Ce qu’un dirigeant peut faire avant que le mur ne se rapproche
Face à un phénomène aussi lourd, on pourrait céder au fatalisme. Ce serait la pire des réponses. La démographie contraint, mais elle laisse des marges de manœuvre à celui qui agit tôt. Première d’entre elles : fidéliser. Dans un marché où chaque salarié compétent est courtisé, garder ses équipes coûte moins cher que de les remplacer en permanence. Conditions de travail, sens donné au métier, perspectives d’évolution, tout ce qui retient devient un actif stratégique et non une dépense de confort.
Vient ensuite la question des compétences. Puisque les candidats manquent, autant faire monter en gamme ceux qui sont déjà là. La formation continue cesse d’être un poste de coût pour devenir un levier de survie, en particulier dans les métiers techniques où le remplacement d’un départ à la retraite est presque impossible à l’identique. Un salarié qu’on forme aujourd’hui est un poste qu’on n’aura pas à ouvrir dans la douleur demain. L’automatisation et les outils numériques entrent aussi dans l’équation, non pour supprimer des emplois qu’on ne parvient déjà plus à pourvoir, mais pour absorber la charge que la main-d’œuvre disponible ne suffira plus à porter.

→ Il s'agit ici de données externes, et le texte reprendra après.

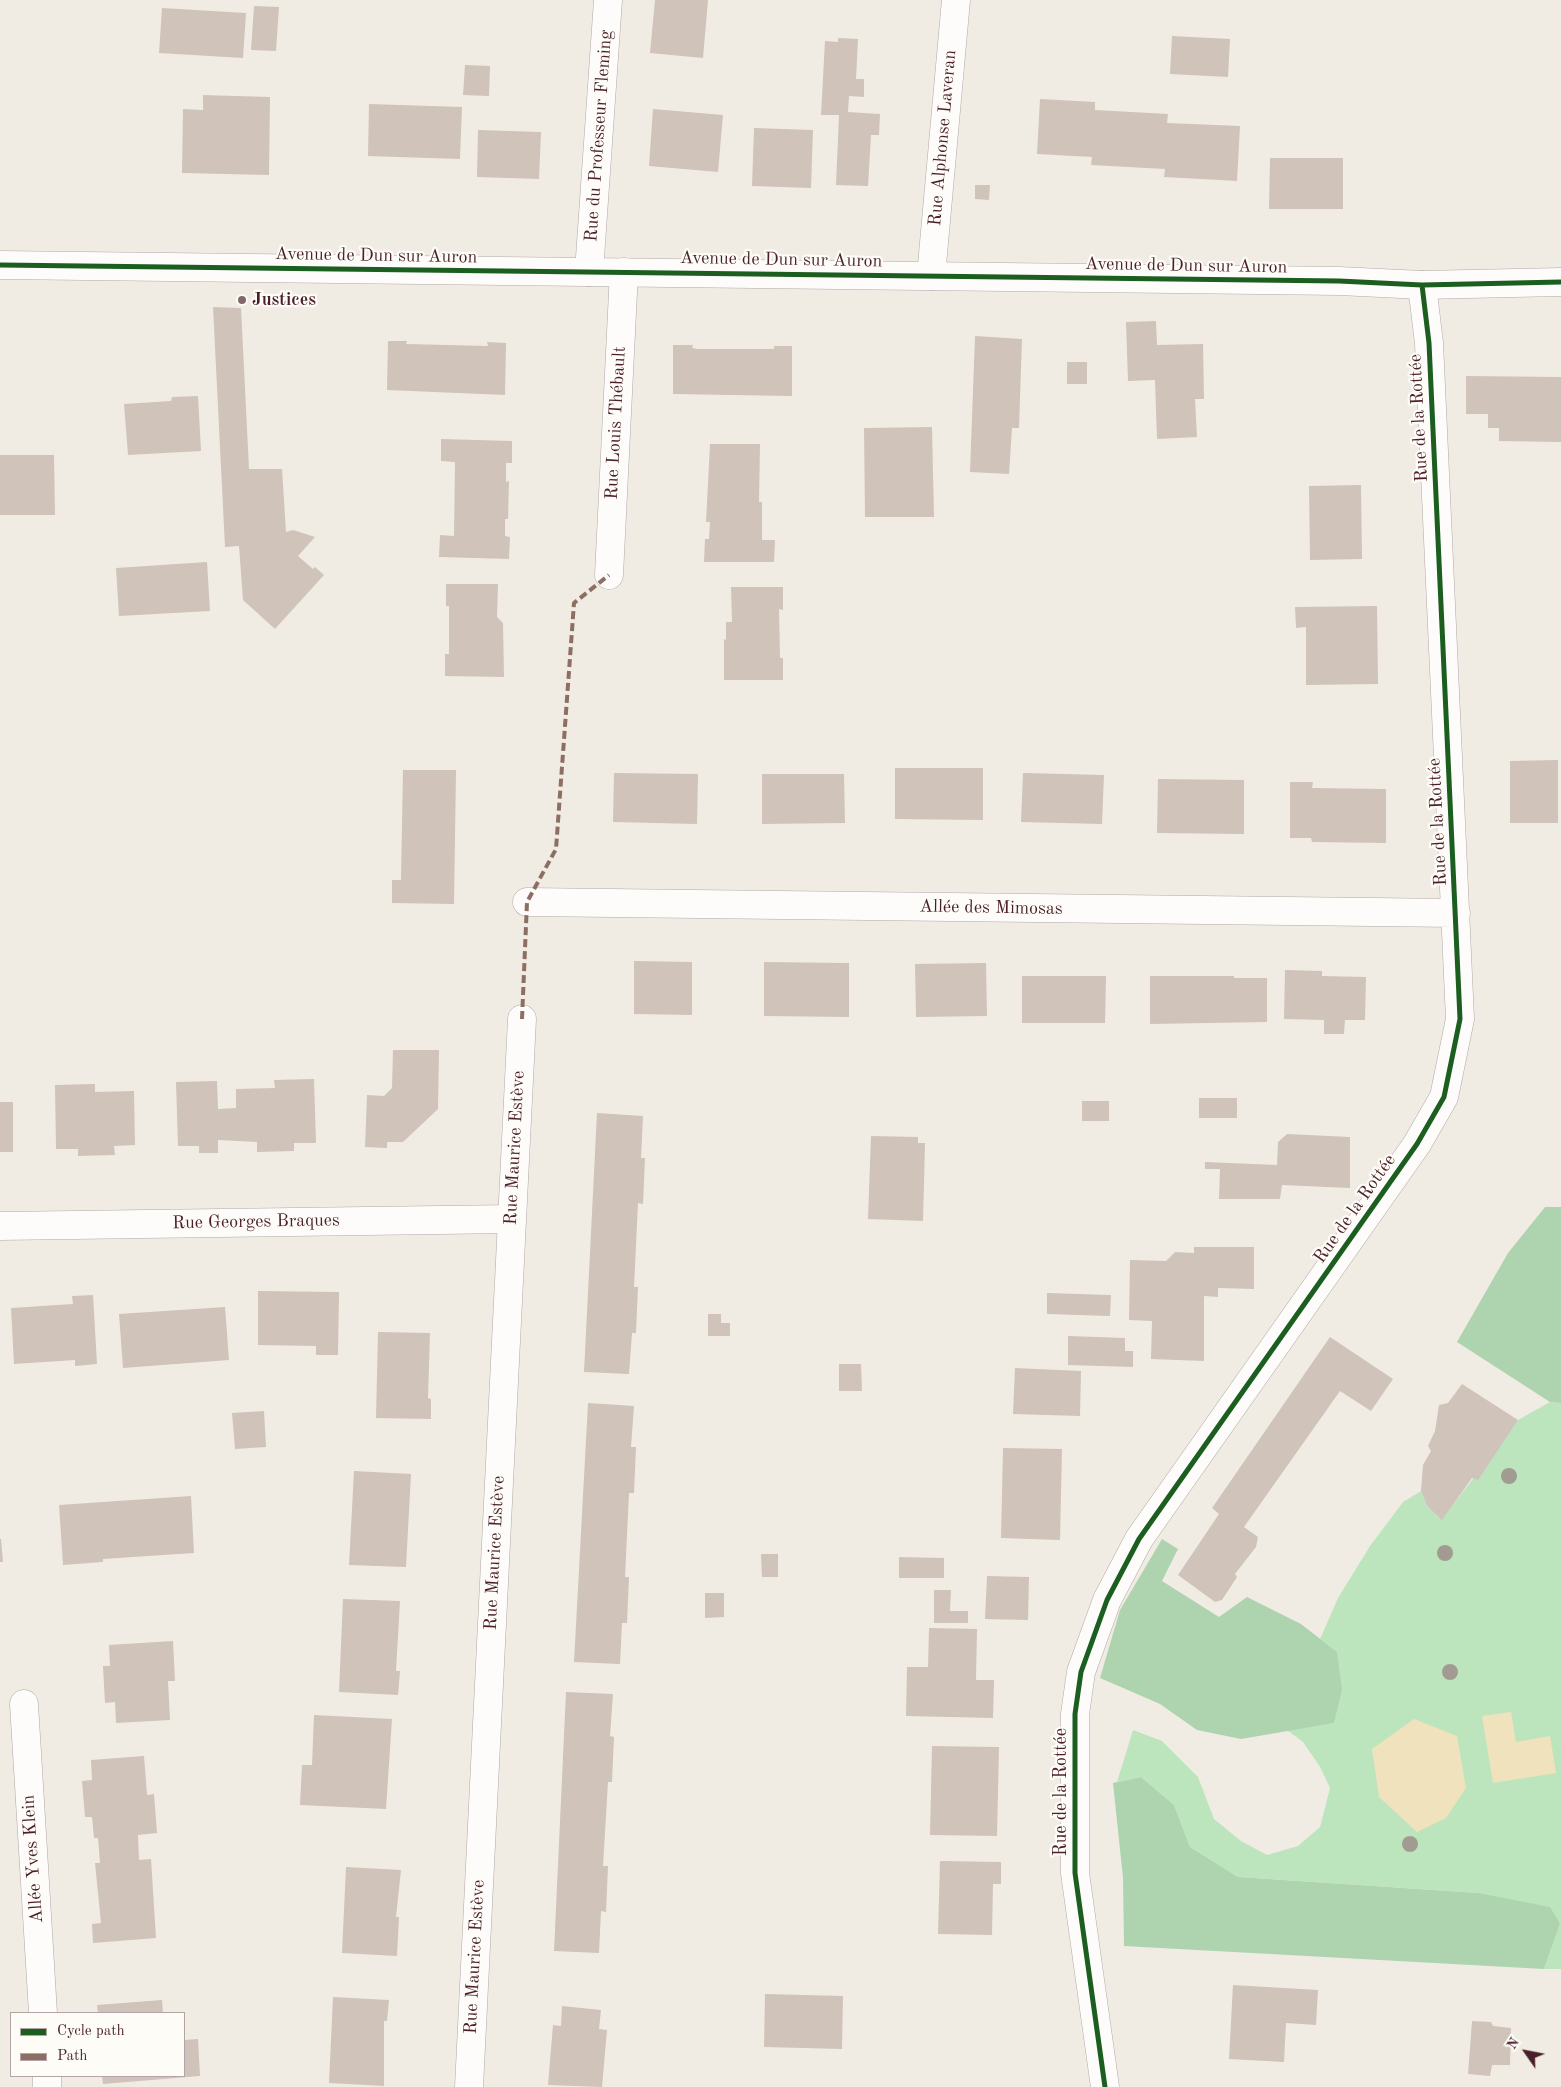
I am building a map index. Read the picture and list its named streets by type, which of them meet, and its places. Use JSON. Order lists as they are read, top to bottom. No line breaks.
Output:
{"streets":{"street":["Rue du Professeur Fleming","Rue Alphonse Laveran","Avenue de Dun sur Auron","Rue de la Rottée","Rue Louis Thébault","Allée des Mimosas","Rue Maurice Estève","Rue Georges Braques","Allée Yves Klein"]},"crossings":[["Rue du Professeur Fleming","Avenue de Dun sur Auron"],["Rue Alphonse Laveran","Avenue de Dun sur Auron"],["Avenue de Dun sur Auron","Rue de la Rottée"],["Avenue de Dun sur Auron","Rue Louis Thébault"],["Rue de la Rottée","Allée des Mimosas"],["Rue Maurice Estève","Rue Georges Braques"]],"places":["Justices"],"legend":["Cycle path","Path"],"north":"top left"}
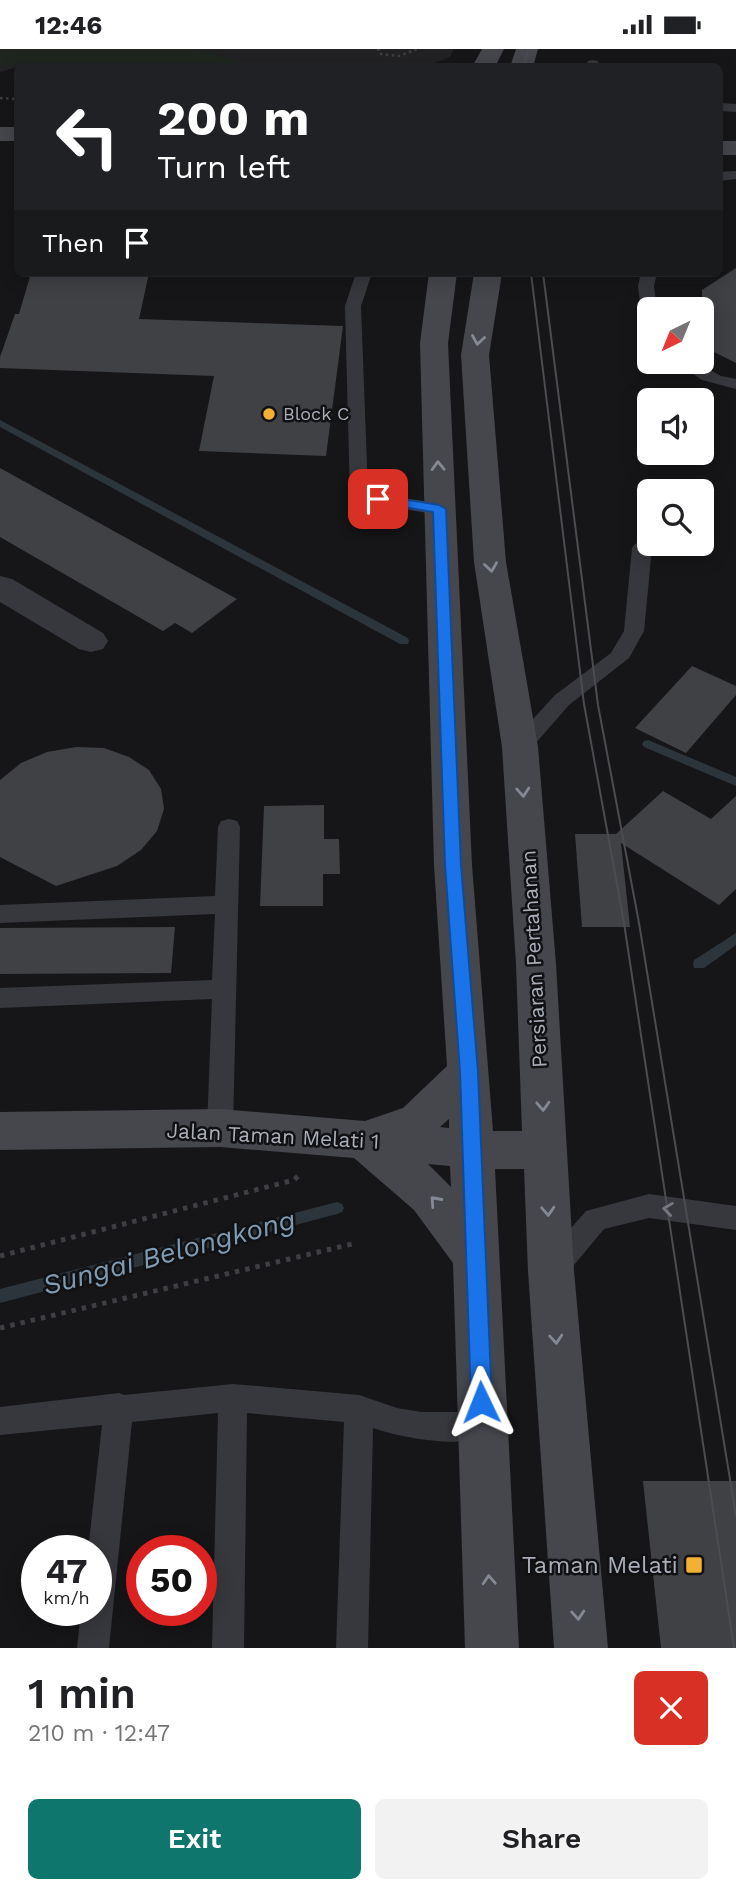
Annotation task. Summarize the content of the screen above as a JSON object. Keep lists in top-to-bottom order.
{
  "streets": {
    "main road": ["Persiaran Pertahanan", "Jalan Taman Melati 1"]
  },
  "crossings": [
    ["Persiaran Pertahanan", "Jalan Taman Melati 1"]
  ],
  "water": ["Sungai Belongkong"],
  "places": {
    "other": ["Block C"],
    "transit": ["Taman Melati"]
  },
  "north": "bottom left",
  "page": {
    "status": "12:46",
    "turn": ["200 m", "Turn left"],
    "then": "Then",
    "speed": "47 km/h",
    "limit": "50",
    "heading": ["1 min", "210 m · 12:47"],
    "buttons": ["Exit", "Share"]
  }
}
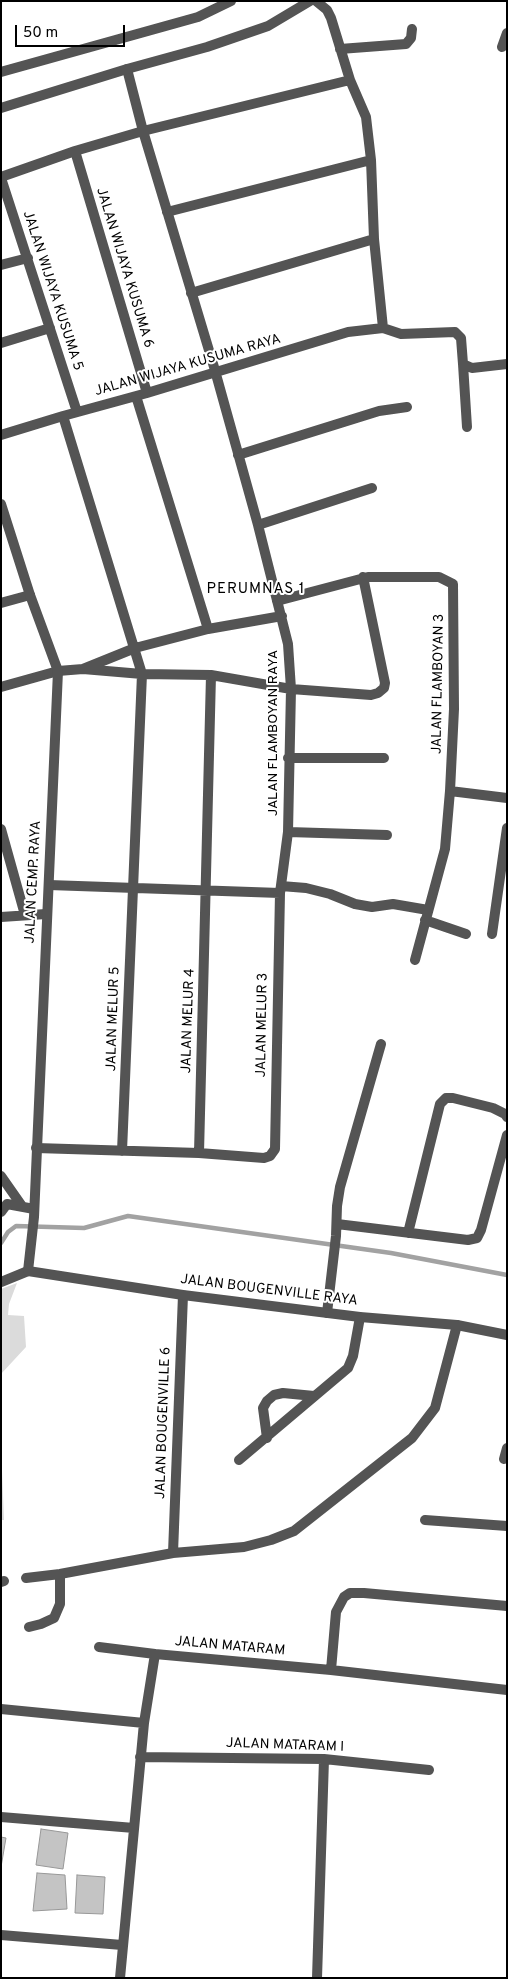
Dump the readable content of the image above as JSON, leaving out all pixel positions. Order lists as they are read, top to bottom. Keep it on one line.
{"streets":{"street":["JALAN WIJAYA KUSUMA 6","JALAN WIJAYA KUSUMA 5","JALAN WIJAYA KUSUMA RAYA","JALAN FLAMBOYAN 3","JALAN FLAMBOYAN RAYA","JALAN CEMP. RAYA","JALAN MELUR 5","JALAN MELUR 4","JALAN MELUR 3","JALAN BOUGENVILLE RAYA","JALAN BOUGENVILLE 6","JALAN MATARAM","JALAN MATARAM I"]},"crossings":[["JALAN WIJAYA KUSUMA 6","JALAN WIJAYA KUSUMA RAYA"],["JALAN WIJAYA KUSUMA 5","JALAN WIJAYA KUSUMA RAYA"],["JALAN WIJAYA KUSUMA RAYA","JALAN FLAMBOYAN RAYA"],["JALAN WIJAYA KUSUMA RAYA","JALAN MELUR 5"],["JALAN FLAMBOYAN 3","JALAN FLAMBOYAN RAYA"],["JALAN FLAMBOYAN RAYA","JALAN MELUR 3"],["JALAN CEMP. RAYA","JALAN BOUGENVILLE RAYA"],["JALAN MELUR 4","JALAN MELUR 3"],["JALAN BOUGENVILLE RAYA","JALAN BOUGENVILLE 6"],["JALAN MATARAM","JALAN MATARAM I"]],"districts":["PERUMNAS 1"],"scale_bar":"50 m"}
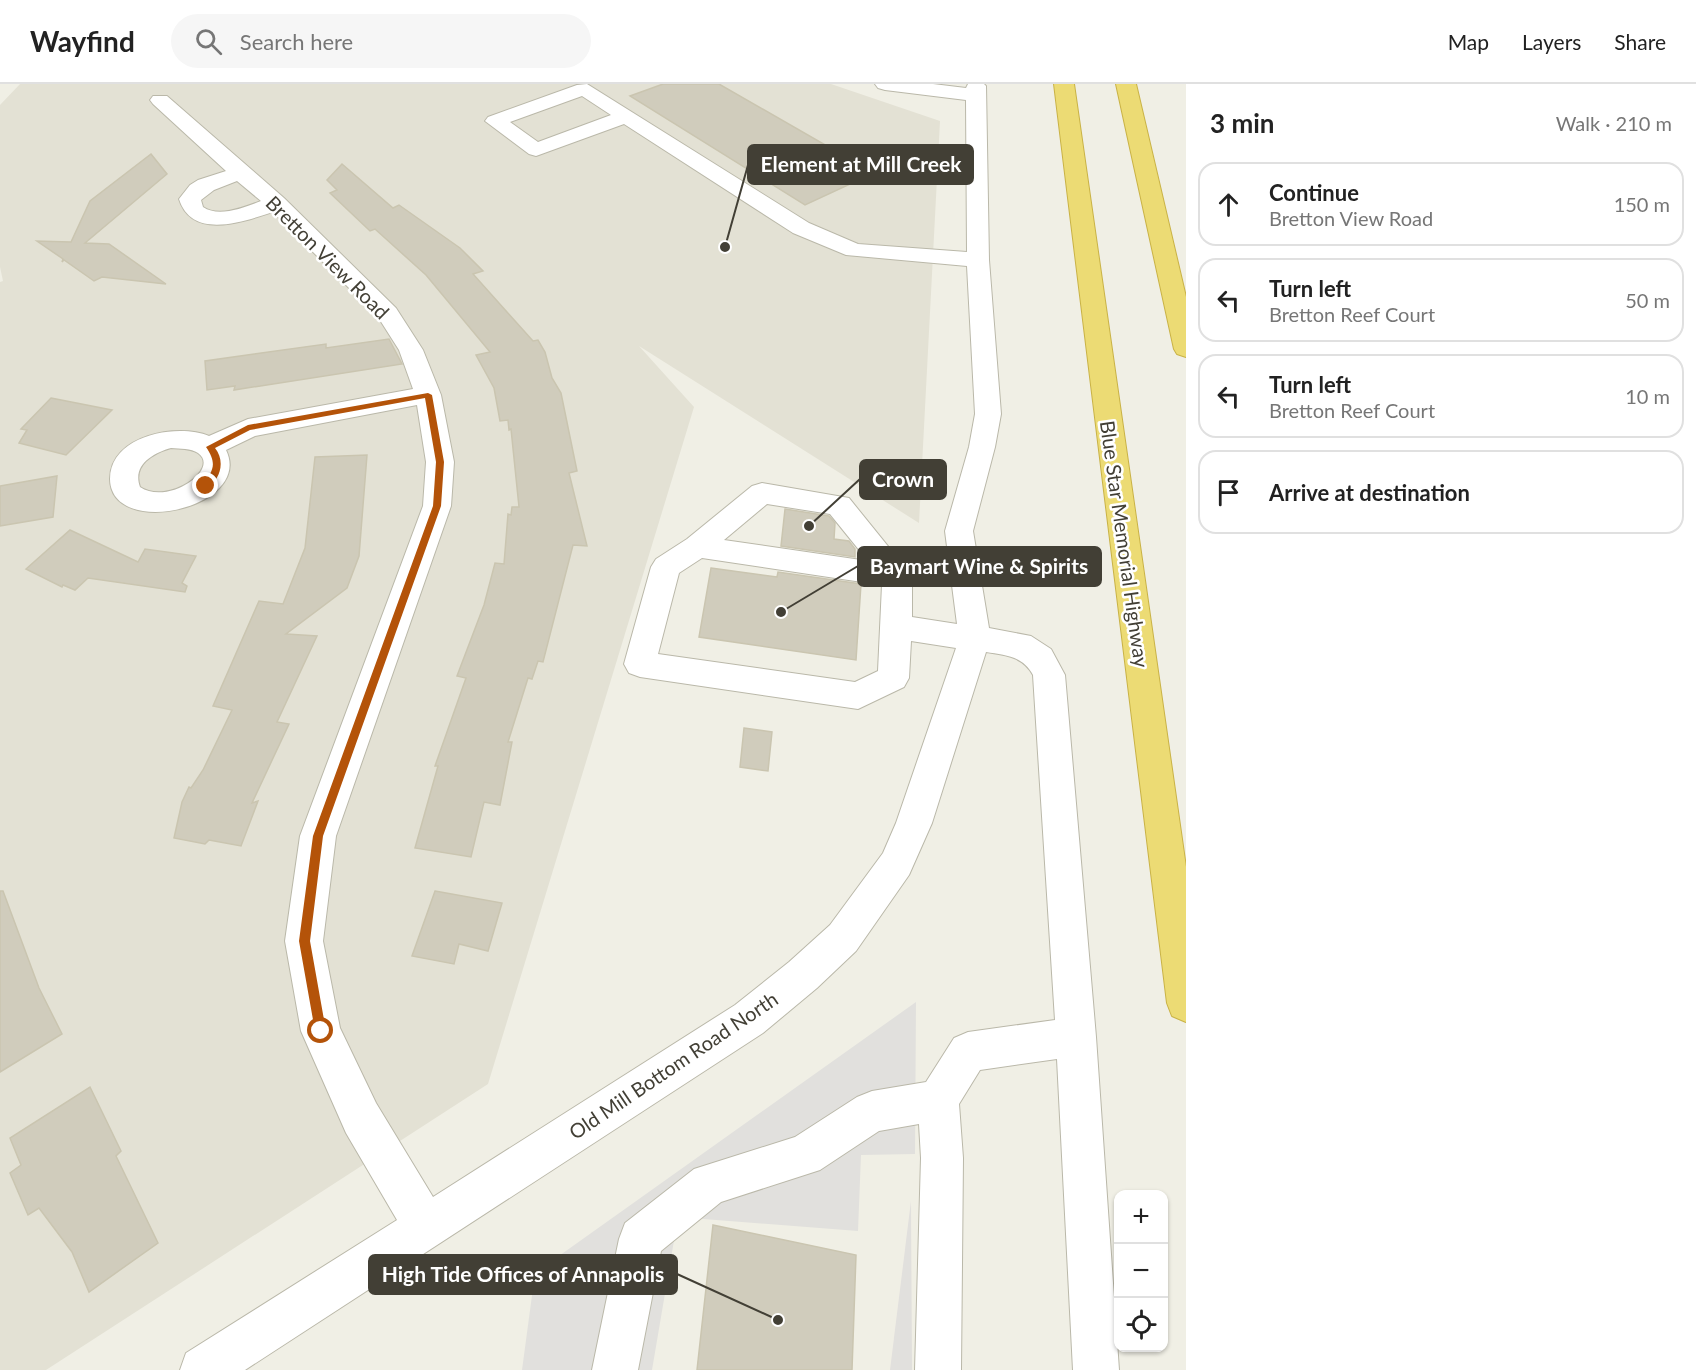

Enfin, la transmission. Le dirigeant de 50 ans qui lit ces lignes a tout intérêt à se poser la question dès maintenant, même si l’échéance lui paraît lointaine. Qui reprendra ? Un enfant, un cadre, un fonds, un concurrent ? L’entreprise est-elle organisée pour tourner sans lui ? Ces réponses ne se construisent pas en un trimestre. Le sujet rejoint l’ensemble des bouleversements que les dirigeants doivent anticiper pour traverser la décennie sans casse.
La démographie a ceci de particulier qu’elle ne surprend jamais vraiment. On connaît le nombre de futurs retraités, on connaît la taille des générations qui arrivent sur le marché du travail, à quelques variations près. Tout est écrit, ou presque. Ceux qui feront la différence ne seront pas ceux qui auront deviné l’avenir. Ce seront ceux qui auront regardé les chiffres en face, et agi pendant qu’il était encore temps.